• [ASSIGNMENT] Take every line of the material below that includes the string "does" and copy it out.

• [THE INPUT]

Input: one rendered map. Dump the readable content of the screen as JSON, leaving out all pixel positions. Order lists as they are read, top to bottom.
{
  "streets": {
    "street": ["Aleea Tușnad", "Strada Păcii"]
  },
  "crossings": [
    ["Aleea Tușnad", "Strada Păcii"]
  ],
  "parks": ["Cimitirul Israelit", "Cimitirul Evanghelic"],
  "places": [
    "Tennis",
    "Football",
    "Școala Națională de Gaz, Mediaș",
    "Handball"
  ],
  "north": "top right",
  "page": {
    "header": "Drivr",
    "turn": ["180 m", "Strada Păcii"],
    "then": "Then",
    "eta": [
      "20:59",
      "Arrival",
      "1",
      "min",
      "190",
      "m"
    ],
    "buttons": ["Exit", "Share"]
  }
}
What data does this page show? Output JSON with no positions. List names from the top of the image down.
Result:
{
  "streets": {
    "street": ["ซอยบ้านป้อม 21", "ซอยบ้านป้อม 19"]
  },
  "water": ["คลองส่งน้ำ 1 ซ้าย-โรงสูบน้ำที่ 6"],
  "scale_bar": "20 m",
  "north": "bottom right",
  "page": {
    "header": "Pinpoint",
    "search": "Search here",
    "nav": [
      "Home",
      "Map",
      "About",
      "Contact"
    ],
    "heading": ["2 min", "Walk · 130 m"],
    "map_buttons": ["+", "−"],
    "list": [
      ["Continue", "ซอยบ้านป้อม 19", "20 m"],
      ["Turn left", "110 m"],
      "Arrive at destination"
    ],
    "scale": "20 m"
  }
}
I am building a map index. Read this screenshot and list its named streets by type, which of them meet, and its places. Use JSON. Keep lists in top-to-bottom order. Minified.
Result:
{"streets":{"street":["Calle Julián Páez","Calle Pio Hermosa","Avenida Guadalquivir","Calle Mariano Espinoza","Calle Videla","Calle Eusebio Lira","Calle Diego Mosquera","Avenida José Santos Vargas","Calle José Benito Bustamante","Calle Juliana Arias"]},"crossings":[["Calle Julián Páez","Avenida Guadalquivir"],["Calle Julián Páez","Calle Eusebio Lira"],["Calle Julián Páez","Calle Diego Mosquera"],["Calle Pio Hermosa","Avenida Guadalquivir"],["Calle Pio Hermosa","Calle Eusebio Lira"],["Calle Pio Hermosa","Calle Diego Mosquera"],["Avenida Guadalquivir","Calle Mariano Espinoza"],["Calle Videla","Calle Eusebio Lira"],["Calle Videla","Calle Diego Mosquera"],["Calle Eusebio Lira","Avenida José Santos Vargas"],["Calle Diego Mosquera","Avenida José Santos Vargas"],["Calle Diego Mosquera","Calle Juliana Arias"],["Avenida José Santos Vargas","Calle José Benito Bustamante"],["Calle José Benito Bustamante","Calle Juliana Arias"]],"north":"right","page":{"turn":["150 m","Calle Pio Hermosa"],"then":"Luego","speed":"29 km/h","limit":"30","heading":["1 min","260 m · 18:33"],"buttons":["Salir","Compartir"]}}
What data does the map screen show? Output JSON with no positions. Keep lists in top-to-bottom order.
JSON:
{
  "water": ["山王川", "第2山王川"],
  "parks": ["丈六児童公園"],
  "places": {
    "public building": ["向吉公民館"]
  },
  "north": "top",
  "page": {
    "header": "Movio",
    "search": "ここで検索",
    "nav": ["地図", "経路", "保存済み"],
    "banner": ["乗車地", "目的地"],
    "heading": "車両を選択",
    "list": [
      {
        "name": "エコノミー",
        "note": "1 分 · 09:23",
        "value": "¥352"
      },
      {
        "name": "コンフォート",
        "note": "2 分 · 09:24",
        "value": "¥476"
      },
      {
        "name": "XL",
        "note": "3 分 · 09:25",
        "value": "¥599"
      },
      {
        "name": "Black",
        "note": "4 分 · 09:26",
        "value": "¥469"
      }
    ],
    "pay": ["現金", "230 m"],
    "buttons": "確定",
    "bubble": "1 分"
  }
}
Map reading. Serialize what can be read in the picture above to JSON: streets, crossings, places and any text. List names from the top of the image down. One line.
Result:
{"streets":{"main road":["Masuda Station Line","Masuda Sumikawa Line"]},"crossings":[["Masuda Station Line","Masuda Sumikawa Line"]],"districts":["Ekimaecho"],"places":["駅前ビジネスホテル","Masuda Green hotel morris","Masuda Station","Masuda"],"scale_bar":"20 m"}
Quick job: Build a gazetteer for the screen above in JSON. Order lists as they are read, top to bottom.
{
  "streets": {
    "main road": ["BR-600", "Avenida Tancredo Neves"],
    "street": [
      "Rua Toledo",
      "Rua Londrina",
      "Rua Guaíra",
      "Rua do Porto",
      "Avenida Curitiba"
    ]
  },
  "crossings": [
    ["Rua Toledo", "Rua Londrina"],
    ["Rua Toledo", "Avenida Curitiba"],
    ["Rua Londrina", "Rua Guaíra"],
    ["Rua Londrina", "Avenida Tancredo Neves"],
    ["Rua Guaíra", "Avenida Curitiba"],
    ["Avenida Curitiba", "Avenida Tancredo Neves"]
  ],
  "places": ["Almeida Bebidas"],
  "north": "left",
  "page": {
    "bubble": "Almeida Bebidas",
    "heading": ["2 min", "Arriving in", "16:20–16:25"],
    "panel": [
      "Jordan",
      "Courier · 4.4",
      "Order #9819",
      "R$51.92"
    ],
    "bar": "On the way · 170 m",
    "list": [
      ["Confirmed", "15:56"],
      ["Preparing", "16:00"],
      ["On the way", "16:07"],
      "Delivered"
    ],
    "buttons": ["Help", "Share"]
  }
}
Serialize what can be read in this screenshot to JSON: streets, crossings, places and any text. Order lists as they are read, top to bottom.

• [SOLVED PROBLEM]
What data does this page show? Output JSON with no positions. List names from the top of the image down.
What data does the map screen show? Output JSON with no positions. Keep lists in top-to-bottom order.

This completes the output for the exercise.